From: Sowmini Varadhan
> Sent: 01 December 2015 18:37
...
> I was using esp-null merely to not have the crypto itself perturb
> the numbers (i.e., just focus on the s/w overhead for now), but here
> are the numbers for the stock linux kernel stack
> Gbps peak cpu util
> esp-null 1.8 71%
> aes-gcm-c-256 1.6 79%
> aes-ccm-a-128 0.7 96%
>
> That trend made me think that if we can get esp-null to be as close
> as possible to GSO/GRO, the rest will follow closely behind.
That's not how I read those figures.
They imply to me that there is a massive cost for the actual encryption
(particularly for aes-ccm-a-128) - so whatever you do to the esp-null
case won't help.
One way to get a view of the cost of the encryption (and copies)
is to do the operation twice.
David
On (12/02/15 07:53), Steffen Klassert wrote:
>
> I'm currently working on a GRO/GSO codepath for IPsec too. The GRO part
> works already. I decapsulate/decrypt the packets on layer2 with a esp GRO
> callback function and reinject them into napi_gro_receive(). So in case
> the decapsulated packet is TCP, GRO can aggregate big packets.
Would you be able to share your patch with me? I'd like to give that a try
just to get preliminary numbers (and I could massage it as needed
for transport mode too).
> My approach to GSO is a bit different to yours. I focused on tunnel mode,
> but transport mode should work too. I encapsulate the big GSO packets
> but don't do the encryption. Then I've added a esp_gso_segment() function,
> so the (still not encrypted ESP packets) get segmented with GSO. Finally I
> do encryption for all segments. This works well as long as I do sync crypto.
> The hard part is when crypto returns async. This is what I'm working on now.
> I hope to get this ready during the next weeks that I can post a RFC version
> and some numbers.
I see.
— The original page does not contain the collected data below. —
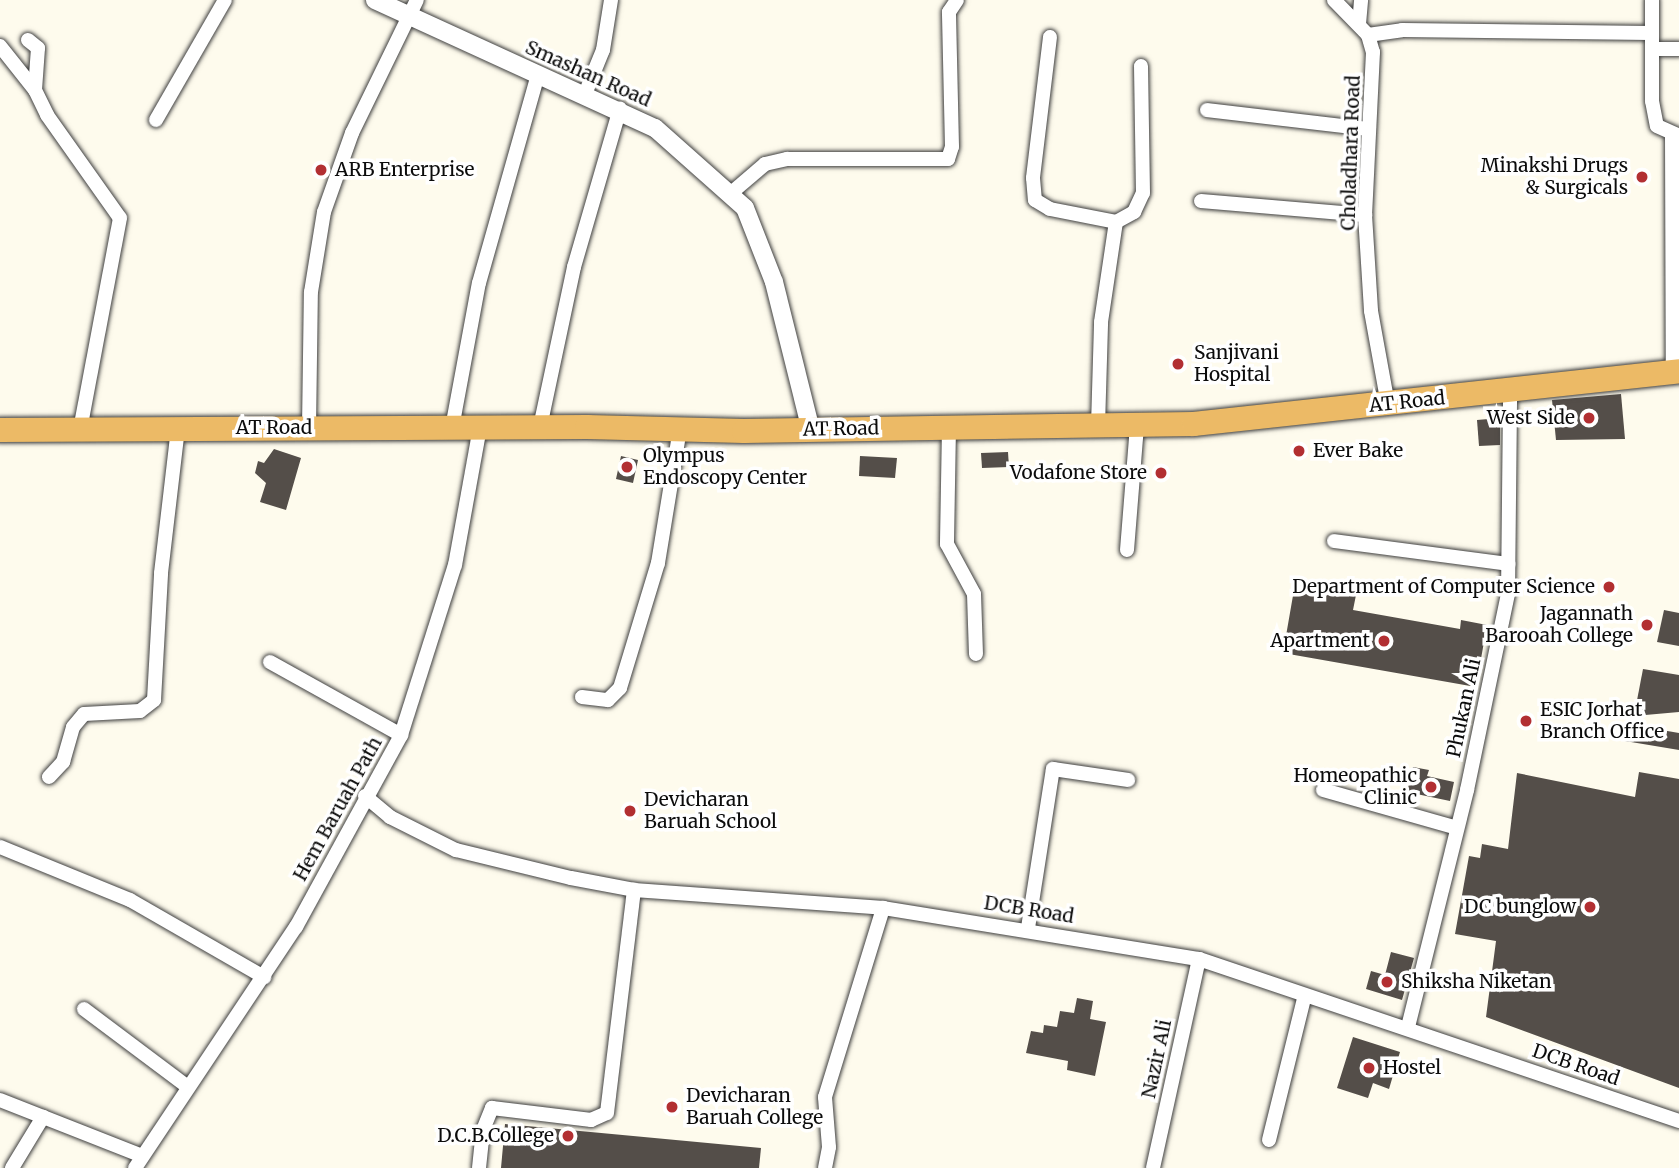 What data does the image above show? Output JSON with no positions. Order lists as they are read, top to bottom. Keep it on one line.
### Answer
{"streets":{"highway":["AT Road"],"street":["Smashan Road","Choladhara Road","Phukan Ali","Hem Baruah Path","DCB Road","Nazir Ali"]},"crossings":[["Smashan Road","AT Road"],["Choladhara Road","AT Road"],["AT Road","Phukan Ali"],["AT Road","Hem Baruah Path"],["Phukan Ali","DCB Road"],["Hem Baruah Path","DCB Road"],["DCB Road","Nazir Ali"]],"places":["ARB Enterprise","Minakshi Drugs & Surgicals","Sanjivani Hospital","West Side","Ever Bake","Olympus Endoscopy Center","Vodafone Store","Department of Computer Science","Jagannath Barooah College","Apartment","ESIC Jorhat Branch Office","Homeopathic Clinic","Devicharan Baruah School","DC bunglow","Shiksha Niketan","Hostel","Devicharan Baruah College","D.C.B.College"]} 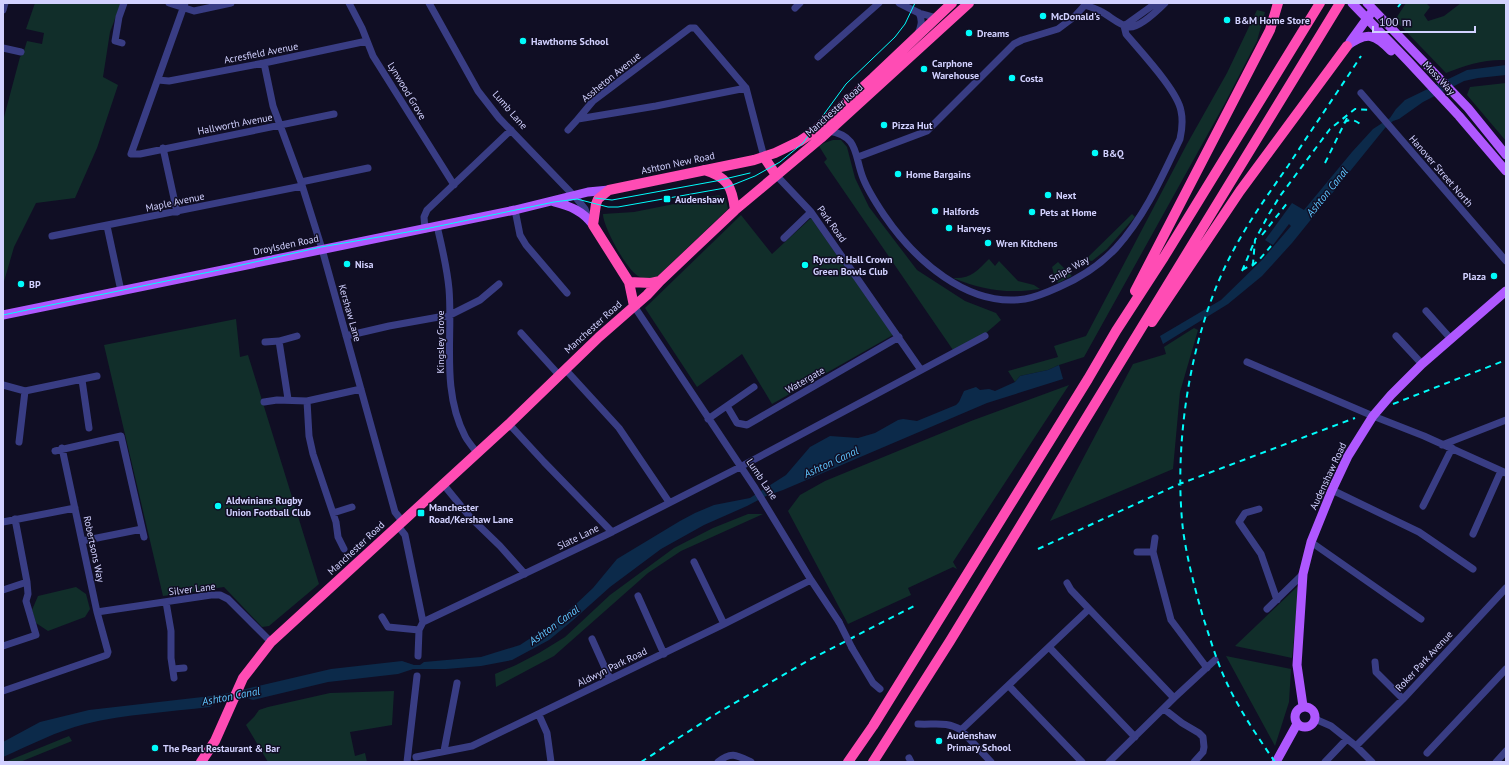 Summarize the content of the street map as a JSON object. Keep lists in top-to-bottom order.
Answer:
{
  "streets": {
    "highway": ["Lumb Lane", "Manchester Road", "Ashton New Road"],
    "main road": ["Moss Way", "Droylsden Road", "Audenshaw Road"],
    "street": [
      "Acresfield Avenue",
      "Assheton Avenue",
      "Lynwood Grove",
      "Hallworth Avenue",
      "Hanover Street North",
      "Maple Avenue",
      "Park Road",
      "Snipe Way",
      "Kershaw Lane",
      "Kingsley Grove",
      "Watergate",
      "Slate Lane",
      "Robertsons Way",
      "Silver Lane",
      "Roker Park Avenue",
      "Aldwyn Park Road"
    ]
  },
  "crossings": [
    ["Acresfield Avenue", "Lynwood Grove"],
    ["Acresfield Avenue", "Hallworth Avenue"],
    ["Acresfield Avenue", "Kershaw Lane"],
    ["Assheton Avenue", "Ashton New Road"],
    ["Lumb Lane", "Manchester Road"],
    ["Lumb Lane", "Ashton New Road"],
    ["Lumb Lane", "Droylsden Road"],
    ["Lumb Lane", "Slate Lane"],
    ["Lumb Lane", "Aldwyn Park Road"],
    ["Manchester Road", "Ashton New Road"],
    ["Manchester Road", "Park Road"],
    ["Manchester Road", "Snipe Way"],
    ["Manchester Road", "Kershaw Lane"],
    ["Manchester Road", "Kingsley Grove"],
    ["Manchester Road", "Silver Lane"],
    ["Hallworth Avenue", "Kershaw Lane"],
    ["Ashton New Road", "Droylsden Road"],
    ["Maple Avenue", "Kershaw Lane"],
    ["Park Road", "Watergate"],
    ["Droylsden Road", "Kershaw Lane"],
    ["Droylsden Road", "Kingsley Grove"],
    ["Kershaw Lane", "Slate Lane"],
    ["Robertsons Way", "Silver Lane"]
  ],
  "water": ["Ashton Canal"],
  "places": {
    "other": [
      "McDonald's",
      "B&M Home Store",
      "Dreams",
      "Hawthorns School",
      "Carphone Warehouse",
      "Costa",
      "Pizza Hut",
      "B&Q",
      "Home Bargains",
      "Next",
      "Halfords",
      "Pets at Home",
      "Harveys",
      "Wren Kitchens",
      "Nisa",
      "Rycroft Hall Crown Green Bowls Club",
      "Plaza",
      "BP",
      "Aldwinians Rugby Union Football Club",
      "Audenshaw Primary School",
      "The Pearl Restaurant & Bar"
    ],
    "transit": ["Audenshaw", "Manchester Road/Kershaw Lane"]
  },
  "scale_bar": "100 m"
}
My thought for attacking tunnel mode would have been to
callout the esp code at the tail of gre_gso_segment, but I did not
yet consider this carefully - clearly you've spent more time on it,
and know more about all the gotchas there.
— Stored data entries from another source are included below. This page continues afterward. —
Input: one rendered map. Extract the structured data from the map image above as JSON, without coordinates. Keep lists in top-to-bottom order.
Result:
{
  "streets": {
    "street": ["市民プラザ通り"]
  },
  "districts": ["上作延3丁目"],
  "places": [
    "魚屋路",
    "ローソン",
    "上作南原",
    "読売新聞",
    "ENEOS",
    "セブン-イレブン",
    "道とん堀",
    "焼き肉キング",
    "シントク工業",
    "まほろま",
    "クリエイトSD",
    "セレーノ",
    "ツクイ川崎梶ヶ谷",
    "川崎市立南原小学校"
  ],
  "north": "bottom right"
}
> Also I tried to consider the IPsec GRO/GSO codepath as a software fallback.
> So I added hooks for the encapsulation, encryption etc. If a NIC can do
> IPsec, it can use this hooks to prepare the packets the way it needs it.
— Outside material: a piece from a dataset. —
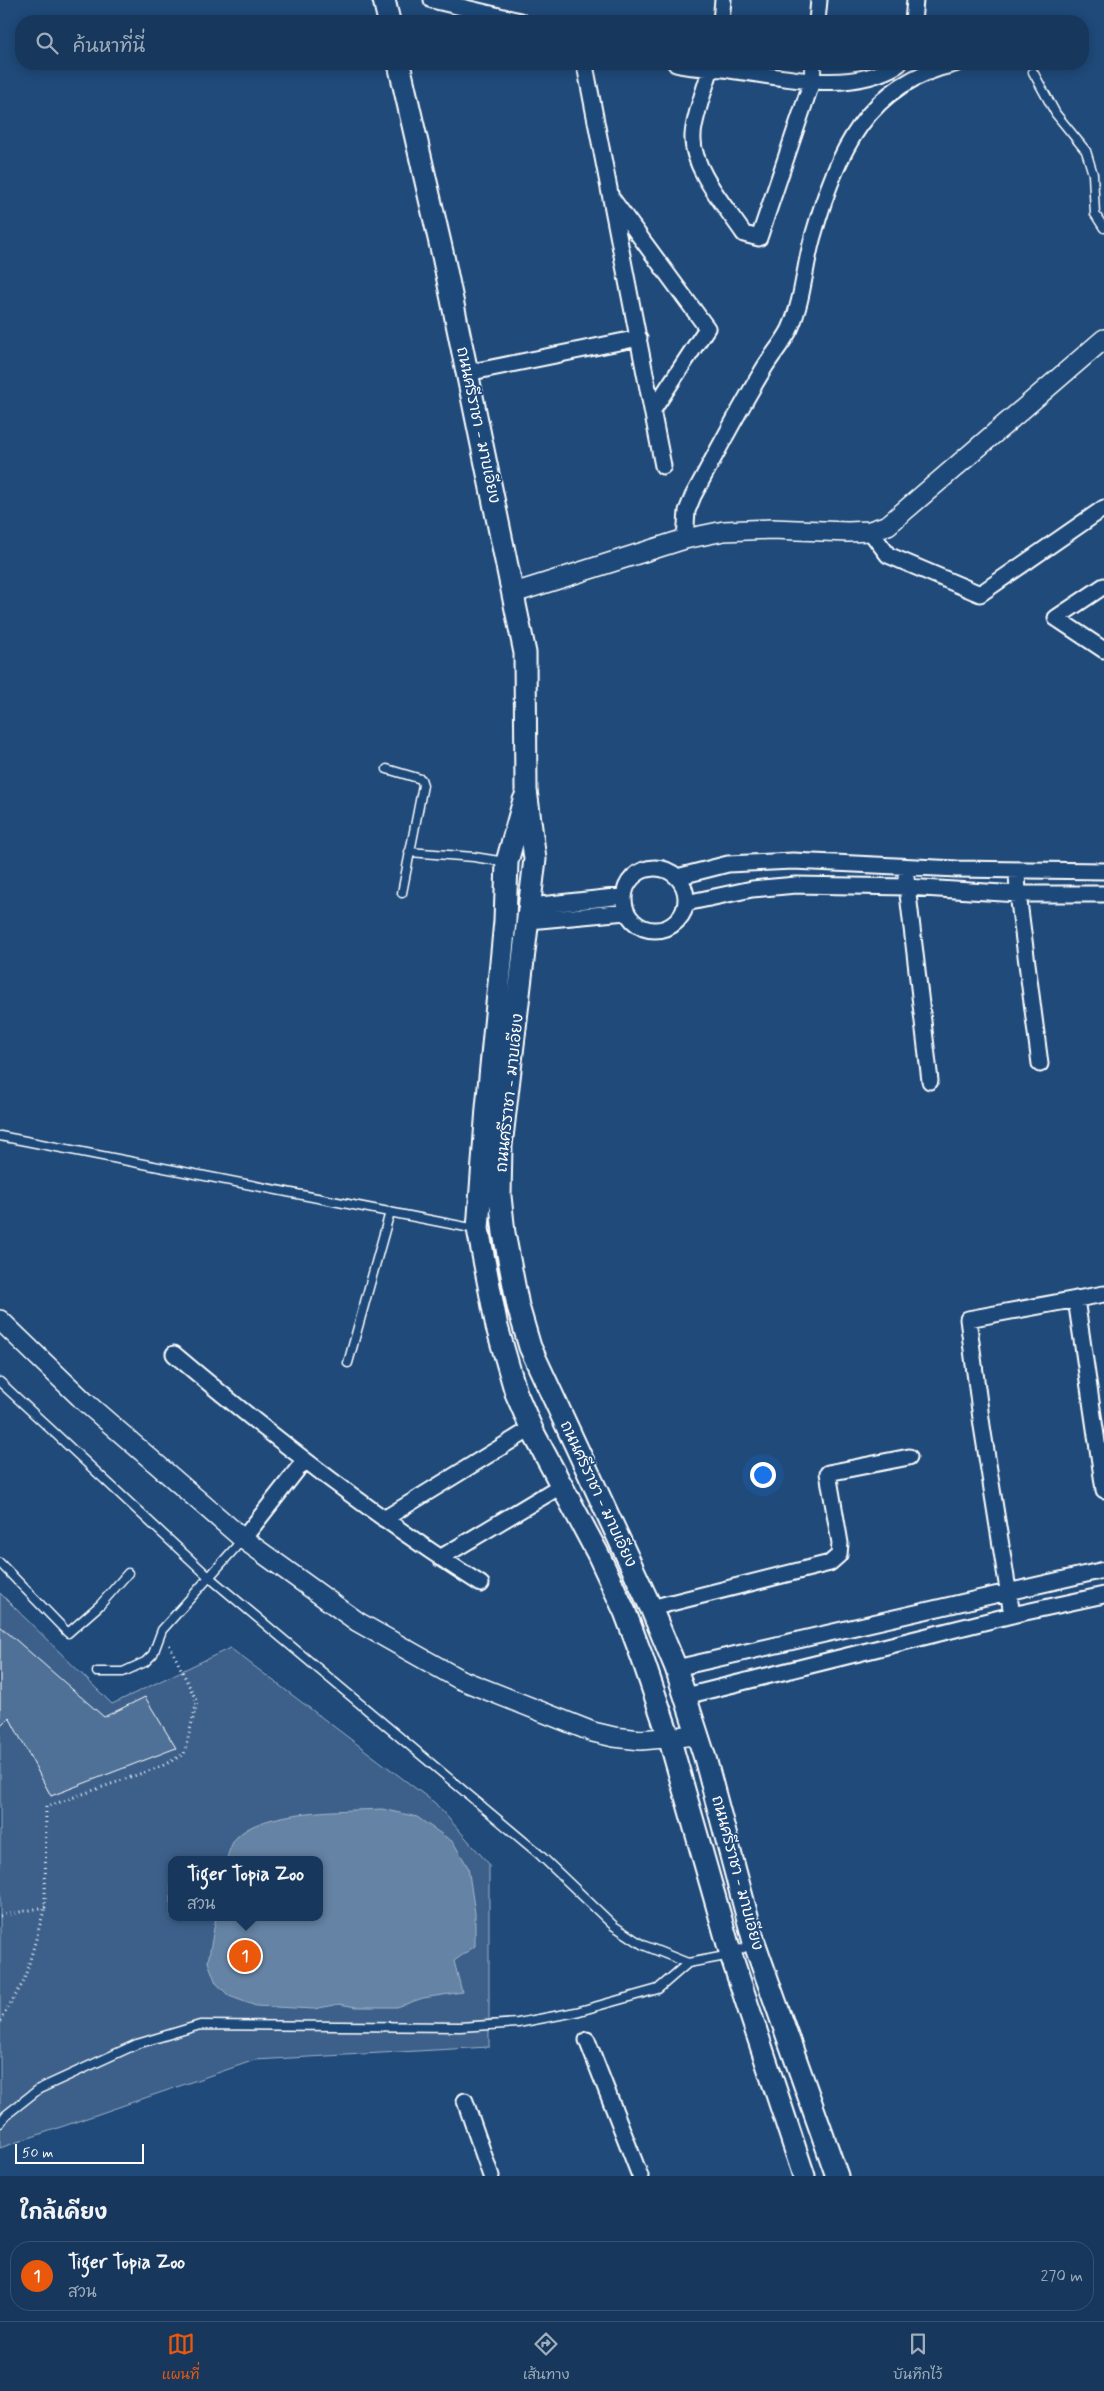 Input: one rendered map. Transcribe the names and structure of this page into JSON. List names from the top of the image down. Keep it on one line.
{"streets":{"main road":["ถนนศรีราชา - มาบเอียง"]},"scale_bar":"50 m","page":{"search":"ค้นหาที่นี่","popup":["Tiger Topia Zoo","สวน"],"pins":"1","scale":"50 m","heading":"ใกล้เคียง","list":[{"mark":"1","name":"Tiger Topia Zoo","note":"สวน","value":"270 m"}],"nav":["แผนที่","เส้นทาง","บันทึกไว้"]}}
> There are NICs that can do IPsec, it's just that our stack does not support
> it.
yes, this is one of the things I wanted to bring up at netdev 1.1.
Evidently many of the 10G NICS (Niantic, Twinville, Sageville) already
support ipsec offload but that feature is not enabled for BSD or linux
because the stack does not support it (though Microsoft does. The intel
folks pointed me at this doc:
https://msdn.microsoft.com/en-us/library/windows/hardware/ff556996%28v=vs.85%29.aspx)
But quite independant of h/w offload, the s/w stack can already do
a very good job for 10G with just GSO and GRO, so being able to extend
that path to do encryption after segmentation should at least bridge
the huge gap between the ipsec and non-ipsec mech.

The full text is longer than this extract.